Re: [Totem] Browser plugin gstreamer



On Tue, 2008-08-19 at 19:55 +0300, Felipe Contreras wrote:
> On Tue, Aug 19, 2008 at 6:38 PM, Bastien Nocera <hadess hadess net> wrote:
> > On Tue, 2008-08-19 at 16:46 +0300, Felipe Contreras wrote:
> > <snip>
> >> >> Is playlist support a must-have feature? If so, probably should be
> >> >> handled by a GStreamer element. Fullscreen support should not be that
> >> >> difficult, but I leave that to somebody else.
> >> >
> >> > Yes, it's a must-have.
> >>
> >> If you are trying to emulate other plugins then yes, I see how that
> >> could be required.
> >
> > Even a plugin that doesn't try to support the APIs of those foreign
> > plugins will certainly need playlist support to be competitive...
> 
> Competitive against what?

Do you think website designers will use your plugin if it doesn't
support the basics? Your plugin would need to support enough features
for website developers to consider using it, otherwise they'll target
WMP or Quicktime, or possibly VLC if they're nice people.

>  I don't recall ever seeing a site embedding
> a playlist.

Pretty much all the websites using WMP, or Real as plugins will have
playlists. Quicktime also uses them (link references, metalinks as well
as movie redirections).

And if you want to play files in succession, you need playlist support.

>  Again, if it was really important I guess GStreamer should
> handle it.

It's already been discussed in bugzilla. Supporting playlists in
GStreamer is far too low down in the stack. Feel free to use the code in
totem-pl-parser to write an element and the API needed on top. But I
still don't see what that would buy us.

> >> > FWIW, you can probably have a complete web browser plugin in not much
> >> > space by packaging it properly in a sub-package.
> >> >
> >> > $(libdir)/mozilla/plugins/*
> >> > $(libexecdir)/totem-plugin-viewer
> >>
> >> This is one of the things I didn't like when I analyzed the totem
> >> plugin: why require an external process?
> >
> > Because video decoders are rubbish, and you don't want to do video
> > decoding in the same space as the web browser. A crafted video playing
> > inside the web browser could make it send your whole password wallet to
> > some website. With a separate program, it will just crash :)
> 
> Hmm, true. It seems to be a remote possibility to me, so I'm not sure
> if it's worth the trouble.

It's called security. It's only got to hurt once for it to be a problem.
Take a look at MPlayer's and Xine's recent CVE advisories, or even
Flash's. For it to be crafted to hurt might be unlikely, but crafted to
crash on some systems doesn't even have to be on purpose.

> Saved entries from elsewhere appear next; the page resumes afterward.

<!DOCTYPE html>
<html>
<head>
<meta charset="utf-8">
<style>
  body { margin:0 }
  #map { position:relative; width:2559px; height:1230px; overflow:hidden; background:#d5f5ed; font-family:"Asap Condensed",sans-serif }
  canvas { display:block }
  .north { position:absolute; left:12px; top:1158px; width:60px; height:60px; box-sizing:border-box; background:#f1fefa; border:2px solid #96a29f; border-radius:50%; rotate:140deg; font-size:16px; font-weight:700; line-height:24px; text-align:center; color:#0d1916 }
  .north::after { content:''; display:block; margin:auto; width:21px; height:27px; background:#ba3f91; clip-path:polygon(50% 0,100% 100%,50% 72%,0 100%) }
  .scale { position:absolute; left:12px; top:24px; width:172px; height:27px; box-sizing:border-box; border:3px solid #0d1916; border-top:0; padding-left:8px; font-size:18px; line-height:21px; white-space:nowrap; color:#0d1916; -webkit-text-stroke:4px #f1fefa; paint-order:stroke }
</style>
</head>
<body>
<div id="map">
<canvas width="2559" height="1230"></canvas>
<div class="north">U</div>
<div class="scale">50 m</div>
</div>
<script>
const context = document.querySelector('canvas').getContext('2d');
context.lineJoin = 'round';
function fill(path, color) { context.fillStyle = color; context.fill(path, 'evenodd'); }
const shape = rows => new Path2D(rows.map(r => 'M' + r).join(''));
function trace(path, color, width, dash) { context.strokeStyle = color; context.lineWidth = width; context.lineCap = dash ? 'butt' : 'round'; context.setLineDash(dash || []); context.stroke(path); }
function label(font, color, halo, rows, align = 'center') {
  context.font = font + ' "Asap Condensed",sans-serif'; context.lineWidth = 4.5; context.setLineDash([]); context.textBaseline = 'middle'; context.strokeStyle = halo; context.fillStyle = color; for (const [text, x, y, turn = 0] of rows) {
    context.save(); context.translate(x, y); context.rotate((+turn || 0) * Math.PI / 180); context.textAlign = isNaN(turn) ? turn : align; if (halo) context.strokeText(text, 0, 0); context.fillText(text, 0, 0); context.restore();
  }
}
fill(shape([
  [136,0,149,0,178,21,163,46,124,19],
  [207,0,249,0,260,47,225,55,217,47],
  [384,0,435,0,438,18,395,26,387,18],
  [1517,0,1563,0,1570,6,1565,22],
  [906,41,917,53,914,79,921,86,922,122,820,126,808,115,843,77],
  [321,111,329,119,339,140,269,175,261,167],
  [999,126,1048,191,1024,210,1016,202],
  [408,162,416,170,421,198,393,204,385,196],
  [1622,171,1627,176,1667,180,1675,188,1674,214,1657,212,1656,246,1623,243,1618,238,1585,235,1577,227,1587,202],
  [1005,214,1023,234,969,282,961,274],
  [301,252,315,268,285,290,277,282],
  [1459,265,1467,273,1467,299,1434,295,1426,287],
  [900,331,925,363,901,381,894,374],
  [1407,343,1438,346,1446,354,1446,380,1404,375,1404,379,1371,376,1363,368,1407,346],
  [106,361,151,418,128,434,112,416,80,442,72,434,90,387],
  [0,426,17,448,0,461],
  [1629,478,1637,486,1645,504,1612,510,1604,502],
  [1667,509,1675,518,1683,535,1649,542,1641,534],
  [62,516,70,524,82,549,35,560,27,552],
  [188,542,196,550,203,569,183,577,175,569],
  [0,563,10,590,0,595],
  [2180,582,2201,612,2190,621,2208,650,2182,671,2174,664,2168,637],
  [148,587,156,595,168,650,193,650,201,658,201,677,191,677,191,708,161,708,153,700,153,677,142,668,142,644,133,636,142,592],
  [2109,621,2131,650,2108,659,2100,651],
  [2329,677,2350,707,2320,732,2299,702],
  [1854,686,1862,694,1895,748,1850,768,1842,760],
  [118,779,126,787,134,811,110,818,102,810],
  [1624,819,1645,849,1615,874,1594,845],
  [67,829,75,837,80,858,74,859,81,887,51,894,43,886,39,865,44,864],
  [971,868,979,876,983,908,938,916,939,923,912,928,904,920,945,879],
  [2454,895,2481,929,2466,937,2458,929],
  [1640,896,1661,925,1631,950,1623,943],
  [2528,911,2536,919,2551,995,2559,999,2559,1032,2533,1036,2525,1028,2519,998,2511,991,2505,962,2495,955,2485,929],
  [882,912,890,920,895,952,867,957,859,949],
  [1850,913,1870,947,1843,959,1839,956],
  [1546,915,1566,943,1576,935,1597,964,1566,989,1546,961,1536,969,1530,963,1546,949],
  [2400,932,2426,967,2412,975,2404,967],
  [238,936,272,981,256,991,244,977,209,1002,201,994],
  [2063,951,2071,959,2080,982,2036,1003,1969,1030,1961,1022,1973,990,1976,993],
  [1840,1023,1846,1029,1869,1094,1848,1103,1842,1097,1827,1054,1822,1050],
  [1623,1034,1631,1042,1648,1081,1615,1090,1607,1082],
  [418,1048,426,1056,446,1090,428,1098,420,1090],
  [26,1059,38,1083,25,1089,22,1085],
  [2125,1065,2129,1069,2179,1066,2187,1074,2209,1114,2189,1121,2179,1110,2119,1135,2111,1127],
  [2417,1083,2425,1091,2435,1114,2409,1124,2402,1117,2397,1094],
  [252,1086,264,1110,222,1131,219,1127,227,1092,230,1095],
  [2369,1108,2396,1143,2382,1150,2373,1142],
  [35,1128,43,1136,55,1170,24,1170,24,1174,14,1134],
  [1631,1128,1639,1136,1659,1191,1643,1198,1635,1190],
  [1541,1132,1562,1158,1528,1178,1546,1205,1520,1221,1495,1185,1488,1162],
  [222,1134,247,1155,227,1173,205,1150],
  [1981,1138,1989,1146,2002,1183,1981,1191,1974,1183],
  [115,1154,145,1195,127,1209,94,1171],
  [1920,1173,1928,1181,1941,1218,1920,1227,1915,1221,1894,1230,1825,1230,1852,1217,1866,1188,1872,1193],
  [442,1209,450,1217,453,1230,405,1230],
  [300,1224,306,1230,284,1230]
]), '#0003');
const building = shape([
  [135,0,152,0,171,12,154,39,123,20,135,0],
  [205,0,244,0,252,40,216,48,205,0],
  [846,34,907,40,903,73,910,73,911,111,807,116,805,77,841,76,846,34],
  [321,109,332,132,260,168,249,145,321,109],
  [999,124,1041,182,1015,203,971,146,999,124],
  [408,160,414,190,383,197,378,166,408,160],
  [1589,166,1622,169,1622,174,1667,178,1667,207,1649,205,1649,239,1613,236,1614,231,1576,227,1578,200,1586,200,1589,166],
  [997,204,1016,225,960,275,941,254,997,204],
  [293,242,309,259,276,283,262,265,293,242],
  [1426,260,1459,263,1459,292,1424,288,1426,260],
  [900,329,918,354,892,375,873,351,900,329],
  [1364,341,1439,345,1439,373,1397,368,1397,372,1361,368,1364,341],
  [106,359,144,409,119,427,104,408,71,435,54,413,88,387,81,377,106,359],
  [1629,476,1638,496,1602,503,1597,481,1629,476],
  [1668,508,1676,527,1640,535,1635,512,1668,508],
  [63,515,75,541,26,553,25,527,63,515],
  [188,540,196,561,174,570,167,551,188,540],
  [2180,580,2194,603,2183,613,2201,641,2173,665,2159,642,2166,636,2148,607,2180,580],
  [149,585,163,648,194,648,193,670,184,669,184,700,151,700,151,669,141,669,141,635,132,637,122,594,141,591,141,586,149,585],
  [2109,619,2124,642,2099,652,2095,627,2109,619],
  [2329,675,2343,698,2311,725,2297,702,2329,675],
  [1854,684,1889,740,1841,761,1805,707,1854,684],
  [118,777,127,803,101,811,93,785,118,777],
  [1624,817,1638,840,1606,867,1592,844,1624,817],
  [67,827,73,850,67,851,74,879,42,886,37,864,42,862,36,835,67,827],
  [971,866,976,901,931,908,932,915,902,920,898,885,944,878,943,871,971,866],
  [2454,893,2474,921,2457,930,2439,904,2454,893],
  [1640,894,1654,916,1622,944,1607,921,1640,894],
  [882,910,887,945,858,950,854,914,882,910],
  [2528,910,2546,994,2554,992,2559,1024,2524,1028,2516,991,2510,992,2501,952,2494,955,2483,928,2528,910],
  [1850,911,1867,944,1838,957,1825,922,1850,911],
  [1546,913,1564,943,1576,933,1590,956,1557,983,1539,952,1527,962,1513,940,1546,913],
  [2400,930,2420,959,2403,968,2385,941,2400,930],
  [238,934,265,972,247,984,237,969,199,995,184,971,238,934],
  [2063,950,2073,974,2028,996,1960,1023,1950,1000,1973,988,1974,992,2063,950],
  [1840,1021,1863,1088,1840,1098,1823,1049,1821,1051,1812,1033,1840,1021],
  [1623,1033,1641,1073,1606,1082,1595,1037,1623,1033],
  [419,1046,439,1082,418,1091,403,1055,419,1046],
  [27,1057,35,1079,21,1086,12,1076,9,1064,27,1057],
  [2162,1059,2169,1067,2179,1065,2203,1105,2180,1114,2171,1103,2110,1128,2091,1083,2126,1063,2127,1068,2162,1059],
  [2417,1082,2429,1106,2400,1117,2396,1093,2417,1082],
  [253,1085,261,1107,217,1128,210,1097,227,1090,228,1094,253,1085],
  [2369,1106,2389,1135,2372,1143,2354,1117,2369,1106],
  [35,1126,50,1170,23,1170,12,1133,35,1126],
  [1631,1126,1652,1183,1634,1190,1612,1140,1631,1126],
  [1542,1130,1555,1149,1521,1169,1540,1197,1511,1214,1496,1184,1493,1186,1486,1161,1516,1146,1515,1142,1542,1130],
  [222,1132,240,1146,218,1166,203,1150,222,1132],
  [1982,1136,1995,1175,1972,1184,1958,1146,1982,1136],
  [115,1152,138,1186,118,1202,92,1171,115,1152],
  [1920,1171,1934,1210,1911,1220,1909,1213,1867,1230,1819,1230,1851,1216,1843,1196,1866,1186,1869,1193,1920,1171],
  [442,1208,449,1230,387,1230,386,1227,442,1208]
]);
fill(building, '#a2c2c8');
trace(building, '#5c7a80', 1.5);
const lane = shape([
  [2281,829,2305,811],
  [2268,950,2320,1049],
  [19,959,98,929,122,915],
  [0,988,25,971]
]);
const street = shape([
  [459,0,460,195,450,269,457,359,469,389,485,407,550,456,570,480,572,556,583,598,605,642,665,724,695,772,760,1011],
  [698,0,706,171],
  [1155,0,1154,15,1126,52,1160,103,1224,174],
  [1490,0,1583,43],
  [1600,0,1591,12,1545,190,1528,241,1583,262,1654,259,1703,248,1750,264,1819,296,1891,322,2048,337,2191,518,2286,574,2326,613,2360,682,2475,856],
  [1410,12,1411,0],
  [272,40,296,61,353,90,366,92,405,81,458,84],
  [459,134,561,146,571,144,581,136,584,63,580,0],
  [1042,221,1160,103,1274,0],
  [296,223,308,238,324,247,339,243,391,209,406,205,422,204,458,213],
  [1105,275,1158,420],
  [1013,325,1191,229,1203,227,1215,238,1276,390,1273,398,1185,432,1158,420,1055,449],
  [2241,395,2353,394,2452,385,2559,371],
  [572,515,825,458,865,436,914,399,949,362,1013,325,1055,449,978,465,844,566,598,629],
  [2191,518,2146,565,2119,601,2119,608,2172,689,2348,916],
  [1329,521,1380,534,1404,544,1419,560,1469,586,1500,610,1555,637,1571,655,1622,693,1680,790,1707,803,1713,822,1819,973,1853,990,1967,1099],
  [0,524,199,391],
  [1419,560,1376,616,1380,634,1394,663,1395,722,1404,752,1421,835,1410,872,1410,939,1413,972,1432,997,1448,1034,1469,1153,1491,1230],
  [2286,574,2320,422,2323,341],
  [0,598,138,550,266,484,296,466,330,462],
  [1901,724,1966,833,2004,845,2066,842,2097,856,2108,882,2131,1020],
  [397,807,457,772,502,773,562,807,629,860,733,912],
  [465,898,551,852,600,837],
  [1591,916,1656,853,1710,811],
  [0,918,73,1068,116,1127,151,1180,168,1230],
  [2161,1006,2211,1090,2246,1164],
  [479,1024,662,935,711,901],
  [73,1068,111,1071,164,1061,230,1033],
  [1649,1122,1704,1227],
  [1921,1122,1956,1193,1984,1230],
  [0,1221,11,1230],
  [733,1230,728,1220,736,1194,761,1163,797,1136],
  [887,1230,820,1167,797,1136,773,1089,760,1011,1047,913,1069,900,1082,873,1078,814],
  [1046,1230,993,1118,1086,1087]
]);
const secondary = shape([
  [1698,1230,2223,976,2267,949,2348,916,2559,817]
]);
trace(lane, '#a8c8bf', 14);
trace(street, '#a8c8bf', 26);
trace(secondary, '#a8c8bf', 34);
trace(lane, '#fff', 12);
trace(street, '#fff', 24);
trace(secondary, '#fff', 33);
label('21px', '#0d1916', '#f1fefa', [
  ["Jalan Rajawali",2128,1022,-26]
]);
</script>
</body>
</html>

> If all the code is contained in the plugin then packaging becomes very
> easy: one file. Which I guess helps for plugin autoinstallation.

Why would it help plugin auto-installation. Whether it's one or three
files shouldn't make a difference to the installer (whatever it could
be), and Totem's browser plugin is already shipped by default on a good
number of distributions.

> >> > $(libdir)/libbaconvideowidget.so.0.0.0 (shared with Totem itself)
> >> > $(pkgdatadir)/mozilla-viewer.ui
> >> > $(pkgdatadir)/fullscreen.ui (shared with Totem itself)
> >> >
> >> > That comes in under a meg stripped...
> >>
> >> I guess it depends on what is required.
> >
> > Can certainly be smaller if you remove some of the compatibility
> > plugins.
> 
> I meant, if you are interested in simple playback (not emulating other
> plugins) then ideally the plugin can be contained in one file.

And which websites would use your plugin?

> Personally I would like to be able to install a plugin in my
> "~/.mozilla/plugins" directory, and not require anything else. Adding
> an application in the same directory to be run as a separate process
> seems reasonable too, but adding those .ui files doesn't appeal me.
> 
> All this discussion makes me wonder about some ideas:
> 
> a) Is it possible to pack all the "compatibility plugins" into a single plugin?

No, because browsers expect one plugin per shared library. You can't
have a single shared library have multiple names, descriptions (unless
you employ gross hacks including symbolic links...).

> b) Would it make sense to have a configuration to choose an
> application other than "totem-plugin-viewer"?

Why? The IPC API is very ad-hoc as well, and will probably change (or
have to change) to support more features.